### Task data

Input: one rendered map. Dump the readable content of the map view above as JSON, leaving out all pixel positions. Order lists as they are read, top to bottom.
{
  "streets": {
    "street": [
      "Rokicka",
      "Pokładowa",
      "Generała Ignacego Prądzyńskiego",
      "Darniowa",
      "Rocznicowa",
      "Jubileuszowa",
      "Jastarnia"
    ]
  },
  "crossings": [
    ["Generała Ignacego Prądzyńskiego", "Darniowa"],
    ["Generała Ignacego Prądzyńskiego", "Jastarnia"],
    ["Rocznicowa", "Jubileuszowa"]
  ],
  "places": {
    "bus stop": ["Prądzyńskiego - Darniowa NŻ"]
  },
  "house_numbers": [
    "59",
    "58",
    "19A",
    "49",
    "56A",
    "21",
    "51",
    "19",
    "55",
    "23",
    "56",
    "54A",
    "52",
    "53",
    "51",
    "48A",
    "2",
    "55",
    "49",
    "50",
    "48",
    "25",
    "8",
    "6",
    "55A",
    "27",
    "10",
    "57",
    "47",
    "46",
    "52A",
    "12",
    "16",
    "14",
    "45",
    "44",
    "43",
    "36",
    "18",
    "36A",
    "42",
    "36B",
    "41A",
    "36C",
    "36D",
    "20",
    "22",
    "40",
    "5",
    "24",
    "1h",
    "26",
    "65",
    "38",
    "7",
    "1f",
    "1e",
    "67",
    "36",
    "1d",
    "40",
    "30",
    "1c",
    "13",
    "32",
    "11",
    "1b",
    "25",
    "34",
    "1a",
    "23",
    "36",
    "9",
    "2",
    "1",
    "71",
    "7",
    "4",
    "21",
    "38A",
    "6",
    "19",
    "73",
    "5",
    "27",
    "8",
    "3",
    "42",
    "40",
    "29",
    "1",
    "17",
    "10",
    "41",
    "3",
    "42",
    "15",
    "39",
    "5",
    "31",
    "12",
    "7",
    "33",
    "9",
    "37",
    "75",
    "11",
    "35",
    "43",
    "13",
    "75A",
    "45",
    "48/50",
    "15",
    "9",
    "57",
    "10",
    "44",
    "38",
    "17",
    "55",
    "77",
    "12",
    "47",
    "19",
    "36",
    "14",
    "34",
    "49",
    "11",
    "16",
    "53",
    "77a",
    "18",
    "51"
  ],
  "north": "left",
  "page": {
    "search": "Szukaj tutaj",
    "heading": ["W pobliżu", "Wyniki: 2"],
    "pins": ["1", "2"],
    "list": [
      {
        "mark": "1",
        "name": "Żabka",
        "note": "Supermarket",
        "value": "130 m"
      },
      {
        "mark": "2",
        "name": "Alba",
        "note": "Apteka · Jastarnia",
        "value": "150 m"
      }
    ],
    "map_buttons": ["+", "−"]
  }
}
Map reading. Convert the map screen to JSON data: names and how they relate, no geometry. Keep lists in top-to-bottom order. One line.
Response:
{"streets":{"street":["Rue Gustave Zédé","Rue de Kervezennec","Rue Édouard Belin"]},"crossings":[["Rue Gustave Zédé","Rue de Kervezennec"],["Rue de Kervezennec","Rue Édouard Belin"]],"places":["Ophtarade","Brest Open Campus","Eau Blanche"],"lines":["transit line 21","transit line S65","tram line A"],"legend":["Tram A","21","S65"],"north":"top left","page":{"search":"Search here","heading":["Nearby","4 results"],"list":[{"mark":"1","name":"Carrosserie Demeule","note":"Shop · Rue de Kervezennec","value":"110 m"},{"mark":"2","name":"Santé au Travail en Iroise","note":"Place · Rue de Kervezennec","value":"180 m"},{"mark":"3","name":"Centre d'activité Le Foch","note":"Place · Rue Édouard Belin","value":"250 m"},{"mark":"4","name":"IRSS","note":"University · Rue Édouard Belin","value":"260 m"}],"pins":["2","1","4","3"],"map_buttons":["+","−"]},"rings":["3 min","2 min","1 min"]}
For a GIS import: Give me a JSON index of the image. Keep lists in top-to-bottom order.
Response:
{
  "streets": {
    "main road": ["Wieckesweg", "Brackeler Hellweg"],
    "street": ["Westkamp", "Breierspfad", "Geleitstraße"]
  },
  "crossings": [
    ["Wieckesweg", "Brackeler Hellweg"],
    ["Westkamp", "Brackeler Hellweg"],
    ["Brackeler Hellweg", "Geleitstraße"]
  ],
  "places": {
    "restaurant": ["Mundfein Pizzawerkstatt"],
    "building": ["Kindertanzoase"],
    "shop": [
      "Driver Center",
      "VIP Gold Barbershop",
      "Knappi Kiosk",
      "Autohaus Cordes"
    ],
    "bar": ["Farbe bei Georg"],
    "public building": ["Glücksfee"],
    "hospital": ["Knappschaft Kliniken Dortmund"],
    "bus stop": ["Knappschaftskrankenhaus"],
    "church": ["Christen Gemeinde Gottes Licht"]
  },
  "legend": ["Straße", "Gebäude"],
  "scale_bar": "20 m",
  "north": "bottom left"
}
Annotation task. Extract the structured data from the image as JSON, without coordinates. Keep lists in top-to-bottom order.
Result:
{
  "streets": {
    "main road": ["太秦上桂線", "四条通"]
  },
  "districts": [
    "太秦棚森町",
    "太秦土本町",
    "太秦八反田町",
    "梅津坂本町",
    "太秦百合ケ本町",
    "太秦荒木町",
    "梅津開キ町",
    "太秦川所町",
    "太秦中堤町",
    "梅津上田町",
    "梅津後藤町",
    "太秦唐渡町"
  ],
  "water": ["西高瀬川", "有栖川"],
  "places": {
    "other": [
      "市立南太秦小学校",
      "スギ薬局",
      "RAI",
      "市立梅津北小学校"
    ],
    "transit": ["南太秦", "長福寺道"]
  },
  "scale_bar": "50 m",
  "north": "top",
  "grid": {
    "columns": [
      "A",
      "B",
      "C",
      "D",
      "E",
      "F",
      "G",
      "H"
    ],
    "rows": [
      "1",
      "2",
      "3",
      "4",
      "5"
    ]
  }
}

######

The whole listing above, restated word for word, is the required answer.

Input: one rendered map. Dump the readable content of the map view above as JSON, leaving out all pixel positions. Order lists as they are read, top to bottom.
{
  "streets": {
    "street": [
      "Rokicka",
      "Pokładowa",
      "Generała Ignacego Prądzyńskiego",
      "Darniowa",
      "Rocznicowa",
      "Jubileuszowa",
      "Jastarnia"
    ]
  },
  "crossings": [
    ["Generała Ignacego Prądzyńskiego", "Darniowa"],
    ["Generała Ignacego Prądzyńskiego", "Jastarnia"],
    ["Rocznicowa", "Jubileuszowa"]
  ],
  "places": {
    "bus stop": ["Prądzyńskiego - Darniowa NŻ"]
  },
  "house_numbers": [
    "59",
    "58",
    "19A",
    "49",
    "56A",
    "21",
    "51",
    "19",
    "55",
    "23",
    "56",
    "54A",
    "52",
    "53",
    "51",
    "48A",
    "2",
    "55",
    "49",
    "50",
    "48",
    "25",
    "8",
    "6",
    "55A",
    "27",
    "10",
    "57",
    "47",
    "46",
    "52A",
    "12",
    "16",
    "14",
    "45",
    "44",
    "43",
    "36",
    "18",
    "36A",
    "42",
    "36B",
    "41A",
    "36C",
    "36D",
    "20",
    "22",
    "40",
    "5",
    "24",
    "1h",
    "26",
    "65",
    "38",
    "7",
    "1f",
    "1e",
    "67",
    "36",
    "1d",
    "40",
    "30",
    "1c",
    "13",
    "32",
    "11",
    "1b",
    "25",
    "34",
    "1a",
    "23",
    "36",
    "9",
    "2",
    "1",
    "71",
    "7",
    "4",
    "21",
    "38A",
    "6",
    "19",
    "73",
    "5",
    "27",
    "8",
    "3",
    "42",
    "40",
    "29",
    "1",
    "17",
    "10",
    "41",
    "3",
    "42",
    "15",
    "39",
    "5",
    "31",
    "12",
    "7",
    "33",
    "9",
    "37",
    "75",
    "11",
    "35",
    "43",
    "13",
    "75A",
    "45",
    "48/50",
    "15",
    "9",
    "57",
    "10",
    "44",
    "38",
    "17",
    "55",
    "77",
    "12",
    "47",
    "19",
    "36",
    "14",
    "34",
    "49",
    "11",
    "16",
    "53",
    "77a",
    "18",
    "51"
  ],
  "north": "left",
  "page": {
    "search": "Szukaj tutaj",
    "heading": ["W pobliżu", "Wyniki: 2"],
    "pins": ["1", "2"],
    "list": [
      {
        "mark": "1",
        "name": "Żabka",
        "note": "Supermarket",
        "value": "130 m"
      },
      {
        "mark": "2",
        "name": "Alba",
        "note": "Apteka · Jastarnia",
        "value": "150 m"
      }
    ],
    "map_buttons": ["+", "−"]
  }
}
Map reading. Convert the map screen to JSON data: names and how they relate, no geometry. Keep lists in top-to-bottom order. One line.
Response:
{"streets":{"street":["Rue Gustave Zédé","Rue de Kervezennec","Rue Édouard Belin"]},"crossings":[["Rue Gustave Zédé","Rue de Kervezennec"],["Rue de Kervezennec","Rue Édouard Belin"]],"places":["Ophtarade","Brest Open Campus","Eau Blanche"],"lines":["transit line 21","transit line S65","tram line A"],"legend":["Tram A","21","S65"],"north":"top left","page":{"search":"Search here","heading":["Nearby","4 results"],"list":[{"mark":"1","name":"Carrosserie Demeule","note":"Shop · Rue de Kervezennec","value":"110 m"},{"mark":"2","name":"Santé au Travail en Iroise","note":"Place · Rue de Kervezennec","value":"180 m"},{"mark":"3","name":"Centre d'activité Le Foch","note":"Place · Rue Édouard Belin","value":"250 m"},{"mark":"4","name":"IRSS","note":"University · Rue Édouard Belin","value":"260 m"}],"pins":["2","1","4","3"],"map_buttons":["+","−"]},"rings":["3 min","2 min","1 min"]}
For a GIS import: Give me a JSON index of the image. Keep lists in top-to-bottom order.
Response:
{
  "streets": {
    "main road": ["Wieckesweg", "Brackeler Hellweg"],
    "street": ["Westkamp", "Breierspfad", "Geleitstraße"]
  },
  "crossings": [
    ["Wieckesweg", "Brackeler Hellweg"],
    ["Westkamp", "Brackeler Hellweg"],
    ["Brackeler Hellweg", "Geleitstraße"]
  ],
  "places": {
    "restaurant": ["Mundfein Pizzawerkstatt"],
    "building": ["Kindertanzoase"],
    "shop": [
      "Driver Center",
      "VIP Gold Barbershop",
      "Knappi Kiosk",
      "Autohaus Cordes"
    ],
    "bar": ["Farbe bei Georg"],
    "public building": ["Glücksfee"],
    "hospital": ["Knappschaft Kliniken Dortmund"],
    "bus stop": ["Knappschaftskrankenhaus"],
    "church": ["Christen Gemeinde Gottes Licht"]
  },
  "legend": ["Straße", "Gebäude"],
  "scale_bar": "20 m",
  "north": "bottom left"
}
Annotation task. Extract the structured data from the image as JSON, without coordinates. Keep lists in top-to-bottom order.
Result:
{
  "streets": {
    "main road": ["太秦上桂線", "四条通"]
  },
  "districts": [
    "太秦棚森町",
    "太秦土本町",
    "太秦八反田町",
    "梅津坂本町",
    "太秦百合ケ本町",
    "太秦荒木町",
    "梅津開キ町",
    "太秦川所町",
    "太秦中堤町",
    "梅津上田町",
    "梅津後藤町",
    "太秦唐渡町"
  ],
  "water": ["西高瀬川", "有栖川"],
  "places": {
    "other": [
      "市立南太秦小学校",
      "スギ薬局",
      "RAI",
      "市立梅津北小学校"
    ],
    "transit": ["南太秦", "長福寺道"]
  },
  "scale_bar": "50 m",
  "north": "top",
  "grid": {
    "columns": [
      "A",
      "B",
      "C",
      "D",
      "E",
      "F",
      "G",
      "H"
    ],
    "rows": [
      "1",
      "2",
      "3",
      "4",
      "5"
    ]
  }
}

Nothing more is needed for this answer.